## [Collected data entries]
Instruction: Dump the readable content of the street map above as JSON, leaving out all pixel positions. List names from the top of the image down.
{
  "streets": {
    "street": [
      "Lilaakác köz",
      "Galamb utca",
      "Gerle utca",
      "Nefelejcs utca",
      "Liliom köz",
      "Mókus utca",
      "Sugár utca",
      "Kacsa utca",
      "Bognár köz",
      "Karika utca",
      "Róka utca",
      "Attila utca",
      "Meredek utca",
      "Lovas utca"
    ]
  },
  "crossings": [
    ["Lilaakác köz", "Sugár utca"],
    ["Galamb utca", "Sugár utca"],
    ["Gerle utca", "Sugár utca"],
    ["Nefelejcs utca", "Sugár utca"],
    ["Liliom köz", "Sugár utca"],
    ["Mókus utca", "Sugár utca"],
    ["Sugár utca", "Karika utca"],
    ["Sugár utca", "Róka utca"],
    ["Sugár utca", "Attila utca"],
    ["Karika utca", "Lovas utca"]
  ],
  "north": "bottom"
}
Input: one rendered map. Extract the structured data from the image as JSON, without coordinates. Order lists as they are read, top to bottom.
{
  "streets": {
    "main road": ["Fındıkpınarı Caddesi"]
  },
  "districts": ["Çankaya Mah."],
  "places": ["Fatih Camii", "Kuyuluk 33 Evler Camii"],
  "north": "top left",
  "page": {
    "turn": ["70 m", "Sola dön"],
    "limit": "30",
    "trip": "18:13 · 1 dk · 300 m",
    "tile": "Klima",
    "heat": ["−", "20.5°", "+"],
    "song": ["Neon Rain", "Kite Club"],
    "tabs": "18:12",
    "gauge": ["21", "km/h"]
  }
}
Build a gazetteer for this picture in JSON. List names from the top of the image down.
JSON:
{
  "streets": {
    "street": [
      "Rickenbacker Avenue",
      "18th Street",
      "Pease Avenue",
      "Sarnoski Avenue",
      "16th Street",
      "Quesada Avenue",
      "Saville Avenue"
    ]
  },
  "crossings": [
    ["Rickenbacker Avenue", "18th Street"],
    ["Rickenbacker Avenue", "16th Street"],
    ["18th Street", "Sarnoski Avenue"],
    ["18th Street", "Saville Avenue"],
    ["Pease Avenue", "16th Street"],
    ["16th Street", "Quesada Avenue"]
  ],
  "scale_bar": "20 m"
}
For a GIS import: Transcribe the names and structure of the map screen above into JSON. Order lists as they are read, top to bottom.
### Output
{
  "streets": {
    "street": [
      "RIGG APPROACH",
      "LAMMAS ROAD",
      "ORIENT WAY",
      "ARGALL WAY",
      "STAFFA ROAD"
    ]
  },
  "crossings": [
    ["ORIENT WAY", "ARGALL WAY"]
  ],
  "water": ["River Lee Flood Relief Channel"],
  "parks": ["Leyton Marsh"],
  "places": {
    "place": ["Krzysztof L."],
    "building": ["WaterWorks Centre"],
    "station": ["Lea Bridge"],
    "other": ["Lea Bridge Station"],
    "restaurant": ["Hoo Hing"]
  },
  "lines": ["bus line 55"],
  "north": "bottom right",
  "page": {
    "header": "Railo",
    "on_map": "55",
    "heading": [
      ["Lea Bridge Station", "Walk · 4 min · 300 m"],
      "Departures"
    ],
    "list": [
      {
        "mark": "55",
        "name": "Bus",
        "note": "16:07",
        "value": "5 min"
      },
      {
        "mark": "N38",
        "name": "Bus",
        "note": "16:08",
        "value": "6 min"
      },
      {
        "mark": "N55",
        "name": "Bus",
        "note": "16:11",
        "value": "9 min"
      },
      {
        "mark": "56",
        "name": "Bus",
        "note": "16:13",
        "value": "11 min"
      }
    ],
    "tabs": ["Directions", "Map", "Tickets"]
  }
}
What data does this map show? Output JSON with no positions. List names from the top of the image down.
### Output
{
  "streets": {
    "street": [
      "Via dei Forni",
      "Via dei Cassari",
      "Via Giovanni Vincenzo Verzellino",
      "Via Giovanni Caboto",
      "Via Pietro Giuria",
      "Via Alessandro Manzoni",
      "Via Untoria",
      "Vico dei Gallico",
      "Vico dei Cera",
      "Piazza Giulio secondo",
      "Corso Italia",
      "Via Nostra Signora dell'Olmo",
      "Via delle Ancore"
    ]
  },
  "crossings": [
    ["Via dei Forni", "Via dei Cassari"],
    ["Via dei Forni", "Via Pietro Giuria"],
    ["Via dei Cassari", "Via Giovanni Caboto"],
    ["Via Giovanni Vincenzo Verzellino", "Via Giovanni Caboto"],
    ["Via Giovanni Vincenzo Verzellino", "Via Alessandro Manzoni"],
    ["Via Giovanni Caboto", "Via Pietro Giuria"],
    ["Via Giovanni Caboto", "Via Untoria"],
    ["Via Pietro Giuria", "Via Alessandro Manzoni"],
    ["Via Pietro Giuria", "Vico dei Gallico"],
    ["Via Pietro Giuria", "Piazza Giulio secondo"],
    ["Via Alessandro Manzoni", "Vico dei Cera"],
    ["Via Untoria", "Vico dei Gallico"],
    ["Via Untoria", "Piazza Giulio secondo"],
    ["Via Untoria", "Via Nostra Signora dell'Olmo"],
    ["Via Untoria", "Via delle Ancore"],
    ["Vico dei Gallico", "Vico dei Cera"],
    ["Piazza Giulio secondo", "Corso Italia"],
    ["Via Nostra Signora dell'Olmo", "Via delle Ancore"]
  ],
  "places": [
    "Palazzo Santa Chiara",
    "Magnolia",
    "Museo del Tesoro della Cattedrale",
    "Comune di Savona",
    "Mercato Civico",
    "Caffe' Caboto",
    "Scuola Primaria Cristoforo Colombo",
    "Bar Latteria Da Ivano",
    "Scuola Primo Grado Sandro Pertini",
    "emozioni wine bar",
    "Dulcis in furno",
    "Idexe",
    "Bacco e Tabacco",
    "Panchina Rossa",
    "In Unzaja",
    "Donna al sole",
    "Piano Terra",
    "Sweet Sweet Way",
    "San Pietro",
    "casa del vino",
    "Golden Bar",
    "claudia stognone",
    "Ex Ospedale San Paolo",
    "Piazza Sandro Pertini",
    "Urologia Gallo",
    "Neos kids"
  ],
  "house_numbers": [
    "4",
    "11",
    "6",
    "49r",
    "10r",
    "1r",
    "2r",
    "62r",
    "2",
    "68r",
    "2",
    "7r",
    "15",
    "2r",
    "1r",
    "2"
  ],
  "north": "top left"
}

## [THE PROBLEM]
Each entry above needs to be returned exactly as written.

## [PROBLEM SOLUTION]
Instruction: Dump the readable content of the street map above as JSON, leaving out all pixel positions. List names from the top of the image down.
{
  "streets": {
    "street": [
      "Lilaakác köz",
      "Galamb utca",
      "Gerle utca",
      "Nefelejcs utca",
      "Liliom köz",
      "Mókus utca",
      "Sugár utca",
      "Kacsa utca",
      "Bognár köz",
      "Karika utca",
      "Róka utca",
      "Attila utca",
      "Meredek utca",
      "Lovas utca"
    ]
  },
  "crossings": [
    ["Lilaakác köz", "Sugár utca"],
    ["Galamb utca", "Sugár utca"],
    ["Gerle utca", "Sugár utca"],
    ["Nefelejcs utca", "Sugár utca"],
    ["Liliom köz", "Sugár utca"],
    ["Mókus utca", "Sugár utca"],
    ["Sugár utca", "Karika utca"],
    ["Sugár utca", "Róka utca"],
    ["Sugár utca", "Attila utca"],
    ["Karika utca", "Lovas utca"]
  ],
  "north": "bottom"
}
Input: one rendered map. Extract the structured data from the image as JSON, without coordinates. Order lists as they are read, top to bottom.
{
  "streets": {
    "main road": ["Fındıkpınarı Caddesi"]
  },
  "districts": ["Çankaya Mah."],
  "places": ["Fatih Camii", "Kuyuluk 33 Evler Camii"],
  "north": "top left",
  "page": {
    "turn": ["70 m", "Sola dön"],
    "limit": "30",
    "trip": "18:13 · 1 dk · 300 m",
    "tile": "Klima",
    "heat": ["−", "20.5°", "+"],
    "song": ["Neon Rain", "Kite Club"],
    "tabs": "18:12",
    "gauge": ["21", "km/h"]
  }
}
Build a gazetteer for this picture in JSON. List names from the top of the image down.
JSON:
{
  "streets": {
    "street": [
      "Rickenbacker Avenue",
      "18th Street",
      "Pease Avenue",
      "Sarnoski Avenue",
      "16th Street",
      "Quesada Avenue",
      "Saville Avenue"
    ]
  },
  "crossings": [
    ["Rickenbacker Avenue", "18th Street"],
    ["Rickenbacker Avenue", "16th Street"],
    ["18th Street", "Sarnoski Avenue"],
    ["18th Street", "Saville Avenue"],
    ["Pease Avenue", "16th Street"],
    ["16th Street", "Quesada Avenue"]
  ],
  "scale_bar": "20 m"
}
For a GIS import: Transcribe the names and structure of the map screen above into JSON. Order lists as they are read, top to bottom.
### Output
{
  "streets": {
    "street": [
      "RIGG APPROACH",
      "LAMMAS ROAD",
      "ORIENT WAY",
      "ARGALL WAY",
      "STAFFA ROAD"
    ]
  },
  "crossings": [
    ["ORIENT WAY", "ARGALL WAY"]
  ],
  "water": ["River Lee Flood Relief Channel"],
  "parks": ["Leyton Marsh"],
  "places": {
    "place": ["Krzysztof L."],
    "building": ["WaterWorks Centre"],
    "station": ["Lea Bridge"],
    "other": ["Lea Bridge Station"],
    "restaurant": ["Hoo Hing"]
  },
  "lines": ["bus line 55"],
  "north": "bottom right",
  "page": {
    "header": "Railo",
    "on_map": "55",
    "heading": [
      ["Lea Bridge Station", "Walk · 4 min · 300 m"],
      "Departures"
    ],
    "list": [
      {
        "mark": "55",
        "name": "Bus",
        "note": "16:07",
        "value": "5 min"
      },
      {
        "mark": "N38",
        "name": "Bus",
        "note": "16:08",
        "value": "6 min"
      },
      {
        "mark": "N55",
        "name": "Bus",
        "note": "16:11",
        "value": "9 min"
      },
      {
        "mark": "56",
        "name": "Bus",
        "note": "16:13",
        "value": "11 min"
      }
    ],
    "tabs": ["Directions", "Map", "Tickets"]
  }
}
What data does this map show? Output JSON with no positions. List names from the top of the image down.
### Output
{
  "streets": {
    "street": [
      "Via dei Forni",
      "Via dei Cassari",
      "Via Giovanni Vincenzo Verzellino",
      "Via Giovanni Caboto",
      "Via Pietro Giuria",
      "Via Alessandro Manzoni",
      "Via Untoria",
      "Vico dei Gallico",
      "Vico dei Cera",
      "Piazza Giulio secondo",
      "Corso Italia",
      "Via Nostra Signora dell'Olmo",
      "Via delle Ancore"
    ]
  },
  "crossings": [
    ["Via dei Forni", "Via dei Cassari"],
    ["Via dei Forni", "Via Pietro Giuria"],
    ["Via dei Cassari", "Via Giovanni Caboto"],
    ["Via Giovanni Vincenzo Verzellino", "Via Giovanni Caboto"],
    ["Via Giovanni Vincenzo Verzellino", "Via Alessandro Manzoni"],
    ["Via Giovanni Caboto", "Via Pietro Giuria"],
    ["Via Giovanni Caboto", "Via Untoria"],
    ["Via Pietro Giuria", "Via Alessandro Manzoni"],
    ["Via Pietro Giuria", "Vico dei Gallico"],
    ["Via Pietro Giuria", "Piazza Giulio secondo"],
    ["Via Alessandro Manzoni", "Vico dei Cera"],
    ["Via Untoria", "Vico dei Gallico"],
    ["Via Untoria", "Piazza Giulio secondo"],
    ["Via Untoria", "Via Nostra Signora dell'Olmo"],
    ["Via Untoria", "Via delle Ancore"],
    ["Vico dei Gallico", "Vico dei Cera"],
    ["Piazza Giulio secondo", "Corso Italia"],
    ["Via Nostra Signora dell'Olmo", "Via delle Ancore"]
  ],
  "places": [
    "Palazzo Santa Chiara",
    "Magnolia",
    "Museo del Tesoro della Cattedrale",
    "Comune di Savona",
    "Mercato Civico",
    "Caffe' Caboto",
    "Scuola Primaria Cristoforo Colombo",
    "Bar Latteria Da Ivano",
    "Scuola Primo Grado Sandro Pertini",
    "emozioni wine bar",
    "Dulcis in furno",
    "Idexe",
    "Bacco e Tabacco",
    "Panchina Rossa",
    "In Unzaja",
    "Donna al sole",
    "Piano Terra",
    "Sweet Sweet Way",
    "San Pietro",
    "casa del vino",
    "Golden Bar",
    "claudia stognone",
    "Ex Ospedale San Paolo",
    "Piazza Sandro Pertini",
    "Urologia Gallo",
    "Neos kids"
  ],
  "house_numbers": [
    "4",
    "11",
    "6",
    "49r",
    "10r",
    "1r",
    "2r",
    "62r",
    "2",
    "68r",
    "2",
    "7r",
    "15",
    "2r",
    "1r",
    "2"
  ],
  "north": "top left"
}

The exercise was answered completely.